In both Meena and Sara initiatives, the animated film is the "flagship" medium through which a set of characters and core set of stories "come to life," capturing the attention and imagination of audiences and providing a creative focus, However, multi-media dissemination is essential to reach target audiences who often do not have access to television, video or film. A Meena radio series has been broadcast in Asia through the BBC Bangla service and the BBC Africa Service will broadcast a five language Sara series beginning in June 1996. In addition, comic books, story books, audio cassettes, posters, users' and facilitators' guides are either available or in planning.

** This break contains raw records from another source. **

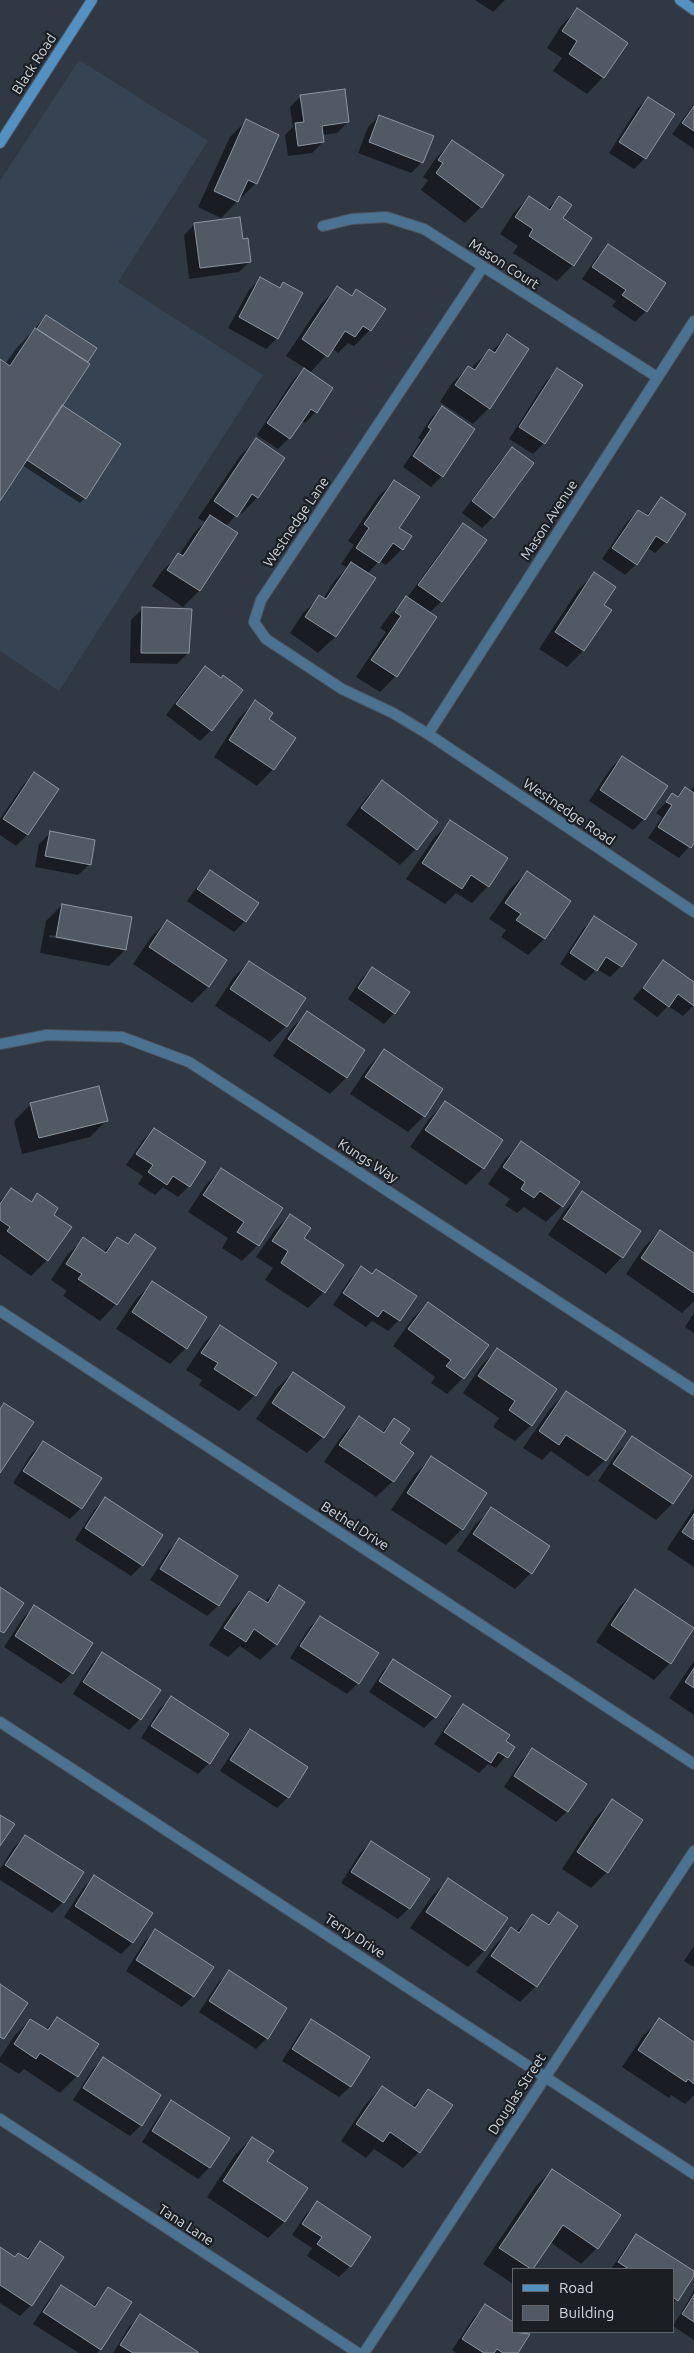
<!DOCTYPE html>
<style>
body{margin:0}
#map{position:relative;width:694px;height:2353px;overflow:hidden;background:#303843;font-family:Ubuntu,sans-serif}
canvas{display:block}
.legend{position:absolute;left:512px;top:2268px;width:162px;height:65px;box-sizing:border-box;background:#1b1f24;border:1px solid #64686e;margin:0;padding:6px 9px;list-style:none;font-size:15px;color:#d1d6dd}
.legend li{display:flex;align-items:center;gap:10px;height:25px}
.legend b{width:25px;border:1px solid #64686e}
</style>
<div id="map">
<canvas width="694" height="2353"></canvas>
<ul class="legend">
<li><b style="height:6px;background:#5291c2"></b>Road</li>
<li><b style="height:14px;background:#505964"></b>Building</li>
</ul>
</div>
<script>
const c = document.querySelector('canvas').getContext('2d');
c.lineJoin = 'round';
function paint(path, color) { c.fillStyle = color; c.fill(path, 'evenodd'); }
const shape = rows => new Path2D(rows.map(r => 'M' + r).join(''));
function trace(path, color, width, dash) { c.strokeStyle = color; c.lineWidth = width; c.lineCap = dash ? 'butt' : 'round'; c.setLineDash(dash || []); c.stroke(path); }
function label(font, color, halo, rows, align = 'center') {
  c.font = font + ' Ubuntu,sans-serif'; c.lineWidth = 4.5; c.setLineDash([]); c.textBaseline = 'middle'; c.strokeStyle = halo; c.fillStyle = color; for (const [text, x, y, turn = 0] of rows) {
    c.save(); c.translate(x, y); c.rotate((+turn || 0) * Math.PI / 180); c.textAlign = isNaN(turn) ? turn : align; if (halo) c.strokeText(text, 0, 0); c.fillText(text, 0, 0); c.restore();
  }
}
paint(shape([
 [79,60,208,141,118,282,263,375,59,691,0,651,0,181]
]), '#364352');
paint(shape([
 [475,0,505,0,493,12],
 [577,10,603,77,587,94,553,71,562,58,547,48,561,26],
 [301,96,348,122,337,133,322,135,323,142,312,153,288,156,285,135,293,127,290,107],
 [648,98,645,158,634,169,609,153,637,109],
 [694,104,694,149,672,134],
 [379,116,422,162,411,173,358,153,368,127],
 [246,121,256,183,221,218,198,207,230,137],
 [452,142,481,207,465,223,421,190,428,180,423,177,436,158],
 [529,197,547,209,559,198,561,219,573,265,557,281,513,253,518,246,500,234,513,214],
 [195,224,242,241,250,261,239,272,189,279,184,235],
 [608,246,646,311,635,322,612,306,616,301,582,279,597,257],
 [260,279,278,289,283,284,277,338,266,349,228,328,249,290],
 [337,288,351,297,356,291,370,330,354,346,348,343,338,353,332,348,310,373,316,412,305,423,301,420,289,438,278,449,257,435,293,380,305,368,286,356,321,304],
 [46,316,96,348,61,406,85,498,80,503,22,465,0,499,0,361,5,364,15,350],
 [507,336,489,408,473,424,440,402,452,383,469,367,471,369,489,350,491,352],
 [557,370,544,443,533,454,509,439,546,381],
 [442,407,442,476,431,487,403,467,421,440,418,438,431,418],
 [256,440,284,458,257,498,241,514,239,512,226,526,199,591,183,607,152,586,162,571,179,555,194,533,205,522,198,518,240,456],
 [512,449,493,517,482,528,462,513,501,460],
 [394,481,398,528,402,549,386,565,379,561,367,574,374,579,335,637,318,653,290,633,303,613,320,597,323,599,335,580,347,568,341,564,354,545,348,541,378,497],
 [661,499,666,542,655,553,647,547,636,564,625,575,602,559,627,522,638,511,646,516],
 [463,525,485,540,441,602,429,613,435,617,396,676,380,692,356,677,386,632,380,628,390,614,407,598,452,536],
 [594,574,602,605,610,610,583,651,567,667,539,649,578,590],
 [142,609,188,653,177,664,130,663,131,620],
 [205,667,211,730,200,741,166,715,194,678],
 [256,702,267,720,273,769,257,786,214,757,239,718],
 [622,757,666,786,644,819,633,830,589,801,611,768],
 [34,774,57,789,27,835,16,846,0,835,0,819,23,785],
 [382,782,416,849,400,865,346,825,366,798],
 [694,786,694,841,679,858,648,838,662,817,656,813,662,806,673,795,676,797,685,788,690,792],
 [450,822,506,859,488,886,472,903,456,893,445,904,406,879,434,838],
 [50,833,90,864,78,875,35,867,39,844],
 [211,872,245,921,234,932,187,901,200,883],
 [527,872,569,901,544,939,528,955,501,937,506,930,489,919,510,889],
 [62,905,131,918,125,950,109,966,40,953,46,921],
 [50,935,114,947,114,949,49,937],
 [594,918,621,966,610,977,597,969,585,981,560,964,583,929],
 [167,921,226,960,208,987,192,1003,133,964,151,937],
 [664,961,694,984,694,1005,683,1016,668,1006,657,1017,633,999],
 [249,962,286,1026,270,1042,215,1006,233,978],
 [372,968,394,1013,384,1024,348,999,361,979],
 [307,1013,364,1050,346,1078,330,1094,273,1056,291,1029],
 [384,1051,424,1116,408,1132,350,1094,368,1067],
 [445,1103,501,1140,483,1168,466,1185,410,1147,429,1119],
 [30,1105,107,1120,90,1137,22,1154,14,1121],
 [154,1129,189,1186,178,1197,163,1187,155,1195,138,1184,143,1176,126,1165,143,1140],
 [521,1143,562,1206,546,1222,524,1207,517,1213,505,1205,510,1199,488,1184,505,1159],
 [221,1169,258,1245,242,1261,222,1248,228,1238,188,1212,205,1186],
 [11,1190,30,1202,38,1195,52,1215,47,1260,31,1276,0,1254,0,1201],
 [582,1193,639,1231,622,1257,606,1274,548,1235,566,1209],
 [290,1215,303,1238,324,1292,308,1308,265,1280,273,1268,256,1257,274,1231],
 [660,1231,694,1254,694,1301,682,1313,626,1274,644,1247],
 [135,1235,116,1304,100,1321,63,1296,67,1291,51,1280,67,1255,84,1239,103,1252,117,1239,126,1245],
 [361,1268,399,1320,388,1331,372,1321,366,1327,333,1305,350,1279],
 [153,1283,206,1318,186,1348,170,1364,116,1329,136,1299],
 [428,1303,463,1378,447,1394,431,1383,435,1377,393,1346,412,1319],
 [694,1313,694,1333,685,1327],
 [220,1327,255,1395,239,1411,199,1385,202,1380,186,1370,204,1343],
 [497,1350,531,1425,515,1441,493,1427,499,1418,463,1393,481,1366],
 [293,1373,323,1437,307,1453,256,1419,276,1389],
 [566,1392,624,1432,605,1460,588,1477,551,1451,542,1460,523,1448,550,1409],
 [359,1418,381,1433,394,1420,399,1444,393,1481,376,1497,324,1462,343,1434],
 [632,1438,672,1504,656,1520,598,1481,616,1454],
 [43,1442,81,1508,70,1519,13,1483,32,1453],
 [431,1458,462,1529,446,1545,391,1510,415,1474],
 [105,1499,142,1565,131,1576,75,1540,94,1510],
 [694,1508,694,1567,667,1549],
 [491,1509,531,1573,515,1589,457,1551,475,1525],
 [180,1539,236,1576,218,1606,207,1616,150,1580,169,1550],
 [280,1587,277,1644,260,1660,240,1646,228,1657,209,1645,233,1609,249,1593,264,1602],
 [635,1591,670,1663,654,1680,596,1642,619,1607],
 [34,1607,72,1673,61,1684,4,1647,23,1618],
 [320,1617,358,1683,347,1694,290,1658,309,1628],
 [102,1654,159,1690,140,1719,129,1730,73,1694,91,1665],
 [394,1660,449,1697,435,1717,424,1728,369,1692,383,1671],
 [694,1661,694,1715,669,1698],
 [171,1698,227,1734,209,1763,198,1774,141,1738,160,1708],
 [463,1706,513,1747,496,1768,488,1764,479,1773,434,1744,452,1717],
 [250,1731,288,1797,277,1808,220,1771,239,1742],
 [532,1750,567,1811,556,1822,504,1787,521,1761],
 [612,1801,607,1872,591,1888,562,1869,596,1817],
 [25,1836,63,1902,52,1913,0,1880,0,1869,14,1847],
 [371,1842,428,1879,409,1908,398,1919,341,1883,360,1853],
 [94,1877,151,1913,132,1943,121,1954,64,1917,83,1888],
 [448,1880,506,1918,484,1951,468,1967,410,1928,432,1896],
 [558,1914,536,1986,520,2002,476,1972,495,1945,511,1929,516,1932,532,1915,546,1925],
 [156,1930,193,1996,182,2007,126,1971,145,1941],
 [694,1946,694,1967,684,1961],
 [229,1972,267,2038,256,2049,199,2012,218,1983],
 [57,2018,98,2044,77,2076,60,2093,24,2069,19,2074,0,2062,0,2058,14,2036,30,2020,45,2030],
 [312,2020,368,2057,350,2087,339,2097,282,2061,301,2031],
 [659,2020,694,2041,694,2095,685,2104,671,2095,669,2098,622,2067,643,2036],
 [103,2059,141,2125,130,2136,73,2100,92,2070],
 [382,2087,412,2107,429,2090,419,2152,403,2168,374,2149,366,2158,341,2141,366,2104],
 [172,2102,209,2168,198,2179,142,2142,161,2113],
 [252,2138,265,2162,306,2189,284,2222,268,2238,207,2197,235,2155],
 [552,2170,597,2248,581,2264,550,2242,531,2269,513,2269,513,2284,483,2264,536,2186],
 [317,2203,350,2266,339,2277,307,2256,312,2248,292,2235,306,2214],
 [637,2236,694,2273,673,2304,673,2269,611,2269,626,2247],
 [40,2243,31,2305,20,2316,0,2303,0,2248,15,2258,25,2259],
 [61,2287,92,2307,109,2288,101,2349,97,2353,79,2353,33,2324,50,2298],
 [694,2291,694,2340,673,2326],
 [485,2306,513,2332,525,2332,528,2334,516,2353,456,2353,452,2350,474,2317],
 [140,2316,196,2353,113,2353,129,2327]
]), '#0007');
const building = shape([
 [577,8,628,43,604,78,569,54,577,41,562,31,577,8],
 [345,89,349,122,322,126,324,142,298,146,295,123,304,122,300,95,345,89],
 [648,97,675,114,646,159,619,142,648,97],
 [694,106,694,131,682,123,694,106],
 [379,115,434,136,423,163,369,142,379,115],
 [246,119,279,135,257,184,248,180,238,202,214,191,246,119],
 [452,140,504,175,482,208,436,173,443,163,438,160,452,140],
 [529,196,550,210,559,196,572,205,563,218,592,238,574,266,529,236,533,229,515,217,529,196],
 [240,217,243,239,248,238,251,262,200,268,194,223,240,217],
 [608,244,666,283,647,312,622,295,626,290,592,267,608,244],
 [260,277,280,288,283,282,303,293,278,339,239,317,260,277],
 [337,286,352,296,356,289,386,309,371,331,363,326,355,337,345,331,328,357,302,339,337,286],
 [46,315,97,348,88,362,37,329,46,315],
 [35,328,90,364,0,501,0,359,10,366,35,328],
 [507,334,529,349,490,409,455,385,468,366,475,370,489,349,495,353,507,334],
 [304,368,333,388,317,413,311,409,290,439,267,423,304,368],
 [557,368,583,385,545,444,519,427,557,368],
 [62,405,121,444,86,499,27,460,62,405],
 [442,406,475,429,443,477,413,456,431,429,428,427,442,406],
 [256,438,285,458,258,498,252,494,237,517,214,501,256,438],
 [512,447,534,463,494,518,472,501,512,447],
 [394,480,420,497,399,528,412,536,403,550,393,543,379,563,356,548,369,528,364,524,394,480],
 [661,497,686,514,667,543,656,536,637,565,612,548,638,510,648,516,661,497],
 [210,515,238,533,200,591,167,570,178,553,183,556,210,515],
 [463,523,487,540,442,602,418,585,463,523],
 [351,562,376,578,336,637,305,617,319,595,326,599,351,562],
 [594,572,616,587,604,605,612,610,584,651,555,632,594,572],
 [406,596,437,617,397,677,371,660,401,616,395,612,406,596],
 [142,607,192,609,189,653,141,653,142,607],
 [205,666,221,678,223,675,243,690,212,731,176,704,205,666],
 [255,700,273,713,269,719,296,738,274,770,229,740,255,700],
 [622,756,668,786,645,820,600,790,622,756],
 [34,772,59,789,28,835,3,819,34,772],
 [382,780,438,822,417,850,361,808,382,780],
 [685,787,694,793,694,843,691,848,658,827,672,805,666,802,672,793,678,797,685,787],
 [450,820,508,858,489,887,471,875,462,889,422,863,450,820],
 [50,831,95,840,91,865,45,856,50,831],
 [210,870,259,903,246,922,197,889,210,870],
 [527,871,571,901,545,939,516,920,521,914,505,903,527,871],
 [62,904,132,917,126,950,56,937,62,904],
 [594,916,637,944,622,967,606,957,597,971,570,953,594,916],
 [167,920,227,960,209,987,149,947,167,920],
 [663,960,694,982,694,1006,678,994,669,1007,643,988,663,960],
 [249,961,306,998,287,1027,230,989,249,961],
 [372,967,410,992,395,1014,358,988,372,967],
 [307,1011,365,1050,347,1078,288,1039,307,1011],
 [384,1049,443,1089,425,1117,365,1077,384,1049],
 [99,1086,108,1121,39,1138,30,1103,99,1086],
 [445,1101,503,1140,484,1169,425,1130,445,1101],
 [154,1128,206,1162,190,1187,173,1176,167,1185,148,1172,153,1165,136,1154,154,1128],
 [521,1141,580,1182,563,1207,540,1191,534,1198,521,1189,525,1182,503,1167,521,1141],
 [221,1168,283,1208,259,1246,237,1232,244,1222,203,1195,221,1168],
 [11,1188,32,1202,37,1193,58,1208,54,1215,72,1227,48,1261,7,1231,10,1227,0,1220,0,1204,11,1188],
 [582,1191,641,1231,623,1258,563,1219,582,1191],
 [290,1214,311,1228,304,1238,344,1265,325,1293,281,1263,288,1251,272,1241,290,1214],
 [660,1230,694,1253,694,1293,641,1258,660,1230],
 [135,1234,156,1248,117,1305,78,1279,82,1274,66,1264,83,1237,106,1253,117,1237,128,1244,135,1234],
 [361,1266,372,1274,376,1269,417,1296,400,1321,383,1310,378,1317,343,1293,361,1266],
 [152,1281,207,1317,187,1349,132,1312,152,1281],
 [428,1302,489,1345,464,1379,446,1366,451,1360,408,1329,428,1302],
 [220,1325,277,1363,256,1396,214,1369,218,1363,201,1353,220,1325],
 [497,1348,557,1389,532,1426,509,1410,515,1401,478,1376,497,1348],
 [293,1372,345,1407,324,1438,272,1403,293,1372],
 [566,1391,626,1431,606,1461,566,1435,559,1445,539,1431,566,1391],
 [4,1403,34,1422,0,1473,0,1409,4,1403],
 [359,1416,384,1433,394,1418,410,1429,400,1443,414,1453,394,1482,339,1445,359,1416],
 [632,1436,692,1476,673,1504,613,1464,632,1436],
 [43,1441,102,1478,82,1509,23,1471,43,1441],
 [431,1456,487,1493,463,1530,407,1493,431,1456],
 [105,1497,163,1535,143,1566,85,1528,105,1497],
 [491,1507,550,1546,532,1574,473,1534,491,1507],
 [694,1514,694,1540,682,1532,694,1514],
 [179,1538,238,1576,219,1606,160,1569,179,1538],
 [279,1585,305,1602,277,1645,254,1629,246,1642,224,1628,249,1591,268,1603,279,1585],
 [0,1587,24,1603,4,1633,0,1631,0,1587],
 [635,1589,694,1628,671,1664,611,1625,635,1589],
 [34,1605,93,1643,73,1674,15,1636,34,1605],
 [320,1616,379,1653,359,1684,300,1646,320,1616],
 [102,1652,161,1690,141,1720,83,1682,102,1652],
 [393,1659,451,1696,436,1718,379,1681,393,1659],
 [694,1668,694,1688,685,1682,694,1668],
 [171,1696,229,1734,210,1764,151,1726,171,1696],
 [463,1704,510,1735,506,1741,515,1747,508,1758,498,1752,491,1763,444,1732,463,1704],
 [250,1729,308,1767,289,1798,230,1760,250,1729],
 [532,1748,587,1784,568,1812,514,1776,532,1748],
 [612,1799,643,1820,608,1873,577,1852,612,1799],
 [0,1815,15,1824,0,1846,0,1815],
 [25,1835,84,1872,64,1903,5,1865,25,1835],
 [371,1841,430,1879,410,1909,351,1872,371,1841],
 [94,1875,153,1913,133,1943,75,1906,94,1875],
 [448,1878,508,1918,485,1951,426,1912,448,1878],
 [558,1912,578,1926,537,1987,491,1956,511,1927,519,1933,532,1914,549,1925,558,1912],
 [155,1929,214,1967,194,1997,136,1960,155,1929],
 [229,1970,287,2008,268,2039,209,2001,229,1970],
 [0,1984,28,2003,4,2039,0,2037,0,1984],
 [57,2017,99,2044,78,2077,40,2053,36,2059,14,2044,30,2019,48,2030,57,2017],
 [659,2018,694,2042,694,2084,688,2079,686,2082,638,2050,659,2018],
 [311,2019,370,2057,351,2087,292,2049,311,2019],
 [103,2057,161,2095,142,2126,83,2088,103,2057],
 [382,2086,415,2108,428,2089,453,2105,420,2153,390,2132,383,2142,356,2124,382,2086],
 [171,2100,230,2138,210,2168,152,2131,171,2100],
 [252,2137,274,2151,267,2161,308,2188,285,2222,223,2181,252,2137],
 [552,2169,621,2215,598,2249,563,2225,533,2269,531,2269,499,2248,552,2169],
 [317,2201,371,2237,351,2267,317,2244,322,2237,302,2224,317,2201],
 [636,2234,694,2271,694,2276,678,2301,673,2297,673,2269,629,2269,618,2262,636,2234],
 [40,2241,64,2257,32,2306,0,2285,0,2247,15,2257,18,2253,28,2259,40,2241],
 [61,2285,95,2307,108,2287,132,2302,101,2350,43,2312,61,2285],
 [694,2295,694,2322,682,2314,694,2295],
 [485,2304,513,2322,513,2332,530,2334,518,2353,503,2353,497,2349,494,2353,484,2353,462,2339,485,2304],
 [140,2314,198,2352,198,2353,133,2353,120,2345,140,2314]
]);
paint(building, '#505964');
trace(building, '#8c96a2', 1);
const street = shape([
 [323,226,352,219,386,217,424,229,657,377],
 [483,267,261,600,254,622,266,639,342,689,393,713,428,734,694,912],
 [428,734,694,321],
 [0,1044,47,1035,122,1037,189,1062,694,1390],
 [0,1311,694,1764],
 [0,1722,694,2174],
 [0,2119,358,2353],
 [364,2353,694,1851]
]);
const secondary = shape([
 [680,0,694,10],
 [0,143,92,0]
]);
trace(street, '#4d545f', 12);
trace(secondary, '#4d545f', 12);
trace(street, '#4b7291', 10);
trace(secondary, '#5291c2', 10);
label('14px', '#d1d6dd', '#1b1f24', [
 ["Black Road",34,64,-57],
 ["Mason Court",504,264,33],
 ["Mason Avenue",549,520,-57],
 ["Westnedge Lane",296,522,-56],
 ["Westnedge Road",569,812,34],
 ["Kungs Way",368,1161,33],
 ["Bethel Drive",355,1526,33],
 ["Terry Drive",355,1936,33],
 ["Douglas Street",517,2094,-57],
 ["Tana Lane",186,2225,33]
]);
</script>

However, films and videos have further reach than is often assumed. India has had satellite television with community viewing stations since the 1970s. There are also growing informal channels of video distribution - associations, religious groups and commercial outlets, for example. Videos are shown in public places such as restaurants and bars and "video theaters" are quickly growing in small communities. in some countries there are mobile film or video units owned by private firms or government.
Also in the plans for both Meena and Sara is the merchandising of products. In Bangladesh Meena textiles, ceramics, dolls, writing products and greeting cards are already being pilot marketed and educational games are planned. Such products have the potential to extend the reach of Sara and Meena images and messages. They also may have a role in fund raising, thereby sustaining the projects, for it is recognized that changing the societal position and view of female children is a long-term endeavor.
A First Step
Broadcast or video viewing is important in developing awareness and knowledge as a first step to behavioral change information is provided and awareness enhanced. We can also motivate people through entertaining Program formats. However, in the Meena and Sara episodes, an attempt has been made to address all behavioral change factors. The episodes are informative and motivational, through entertaining stories which are based on careful research into traditional and modern values. But they also address the life skills and enabling environment factors which are so often omitted change behavior or bring in children.
Finally, both initiatives have involved a great deal of capacity building. The design of the Meena character, character models, backgrounds, storyboards and post production has all been undertaken in South Asia under the supervision of Ram Mohan of Light Box Moving Pictures, Bombay. Light Box has also produced some of the episodes from start to finish-h although Hanna Barbera Manila-based studio, Fil Cartoons has produced the bulk of the animation to date. South Asian artists and researchers have increased their skills through their involvement.
Ram Mohan and the others of the South Asian team -- Mira Aghi, the chief researcher in New Delhi; Rachel Carnegie, Meena's main creative force and former coordinator; Nuzhat Shahzadi, researcher and trainer-disseminator based in Bangladesh -- have all contributed to the training of African artists, writers and researchers in the Sara project. And such capacity building remains a major goal of both projects.
The Meena and Sara initiatives are two visible bright stars in the African and South Asian girls' otherwise troubled night sky. They demonstrate how animated film can become a force for social transformation.
Neil McKee is the Senior Program Communication Officer for UNICEF's Eastern and Southern Africa Regional Office based in Nairobi, Kenya. He is the author of Social Mobilization and Social Marketing in Developing Communities.
Christian Clark, former Information Officer in UNICEF Somalia, is now the Meena Project Coordinator for UNICEF in Katmandu, Nepal.